Daniel says this into the new darkness that has come in suddenly, with strange birdcalls and a restless murmuring of the forest. A few of the soldiers turn their heads, but Daniel can barely see their faces now. He doesn’t know them by name anyway. There’s nothing left of the long, blazing day behind them but the West African heat. It sits heavily amid the palm trees and radiates from the pitted asphalt road. Daniel lights a cigarette to see if anyone will tell him to put it out. For a minute or two, no one says anything, and he’s tempted to think maybe they’re not in such a bad spot until the captain makes a hissing sound from across the clearing. Daniel looks up and nods and stubs it into the sandy soil.
The soldiers are strung along the road in no particular formation. They’ve backed the armored personnel carrier up into the clearing and thrown some palm fronds over it. For some reason, the stubby little barrel points out toward the road, though Daniel can’t imagine anyone trying to approach that way. They’d come quietly through the trees and then suddenly the darkness would explode. Or at least that’s how Daniel imagines it. He’s never been in anything like that—few of them have, despite the cocktail-party stories that come later. Andre finally walks over. Andre’s the photographer. Andre’s been through all of this before.
“What’s happening, mate?” he says. Andre’s Australian. He and Daniel have been together for a couple of weeks now.
“Apparently this is a nonsmoking flight.”
“It’s ridiculous. We’re miles away.”
“Maybe we’re not. Maybe they’re right over there.”
Andre looks around and shrugs. “You got any water?”
Daniel pulls a plastic water bottle out of his pack and hands it over. It’s half empty; they bought three bottles in town this morning before they came out here, and two are already gone. “We’re obviously not going back tonight.”
Andre doesn’t answer, just settles down in the dirt beside Daniel.
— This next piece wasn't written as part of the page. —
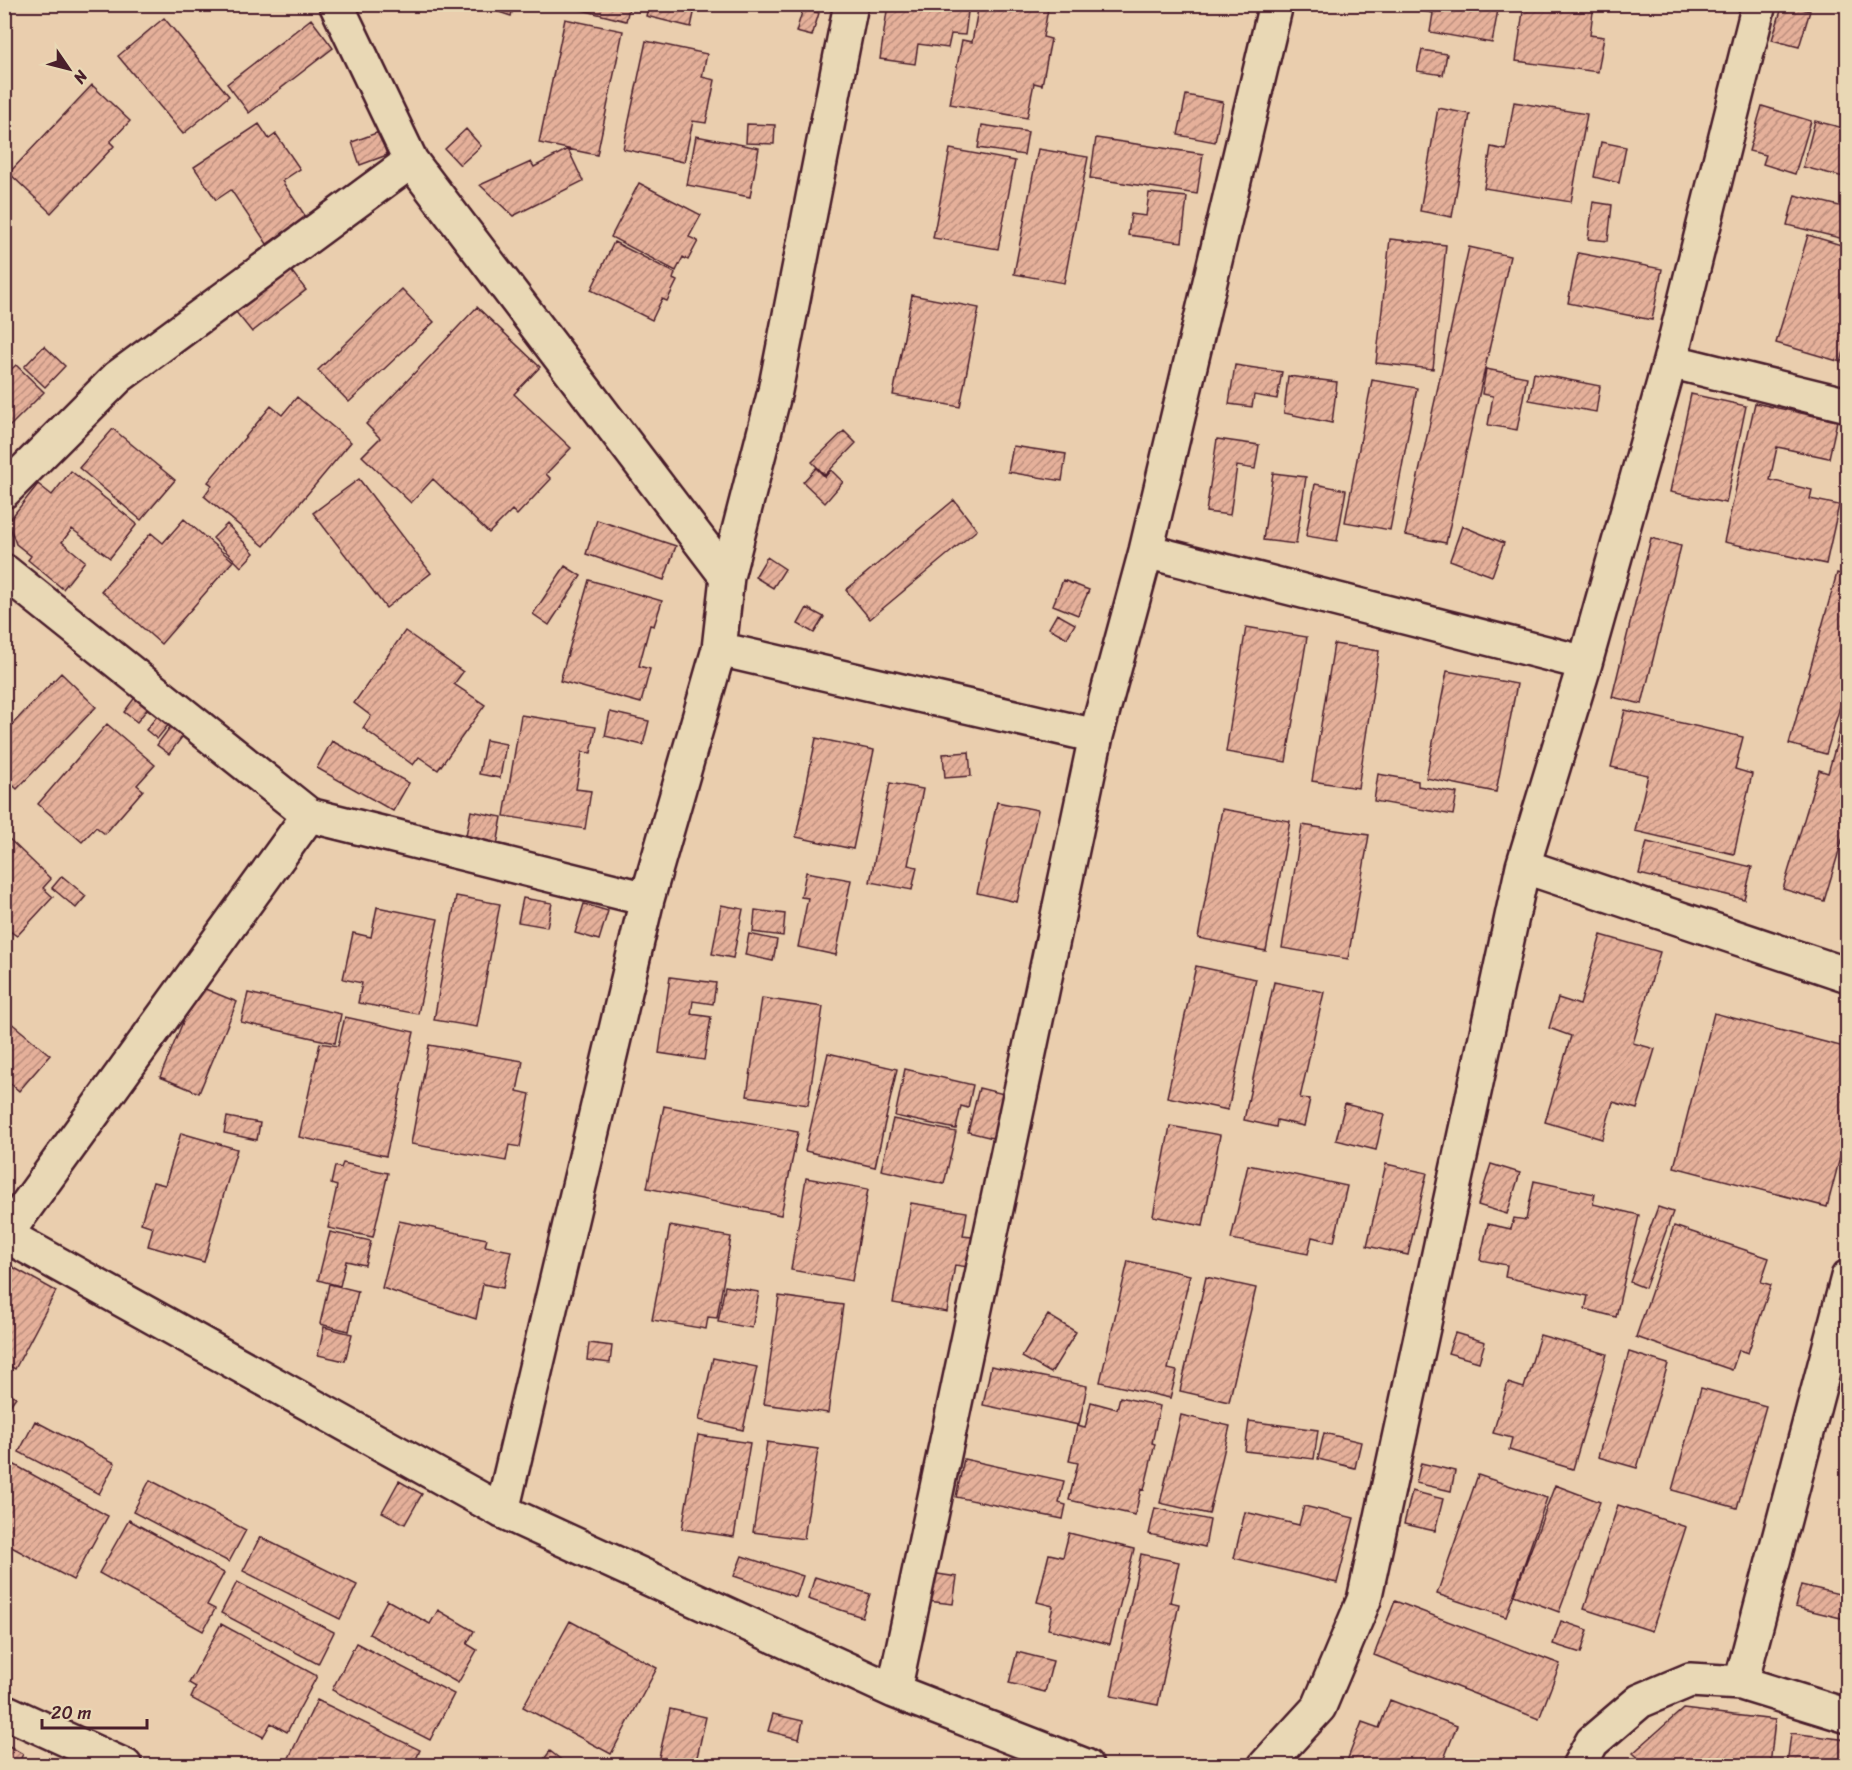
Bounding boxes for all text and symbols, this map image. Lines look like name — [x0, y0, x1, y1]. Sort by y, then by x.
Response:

Andre’s had malaria twice, and so he’s back on the Lariam pills that prompt a famously psychotic reaction in him. The pills give him bad dreams or bad ideas about the darkness. Once he woke up shouting because an old lady was standing over him trying to put something in his mouth—a beetle or something. The old lady disappeared when Daniel jumped up and turned the light on. Andre got up and went to the bathroom and washed his mouth out anyway.
That was back in the rotting little capital that everyone is fighting over. The fighting is at least twenty miles outside of town, but the presidential palace has anti-aircraft batteries on the roof, and all the embassies have been abandoned. The country is free to do whatever it wants to itself.
When they left the capital this morning, taxi drivers refused to take Daniel and Andre past the first cluster of charred cars that mark the high-water point of the offensive; beyond that, the villages were gutted and the animals were dead. Once in a while there was a body in the ditch, undulating with vermin and stinking up a half-mile of road. They drove as far as they could and then got out of the taxi and started walking. Everyone else was headed the other way: beautiful young women with babies on their hips and children carrying bags and old ladies with aluminum pots on their heads for cooking and old men with skin like ruined parchment. The old men had no expression, no comment on what was happening, but the old women were angry and they would rattle at you in the native Krio if you looked at them. The soldiers were the worst; they were nothing but teenagers, and they drifted back from the fighting in small groups and then larger groups, out of bullets, out of food, out of whatever narrow sense of duty put them out here in the first place. There were no officers among them and no radios and no discipline; even the villagers kept their eyes down when they walked past.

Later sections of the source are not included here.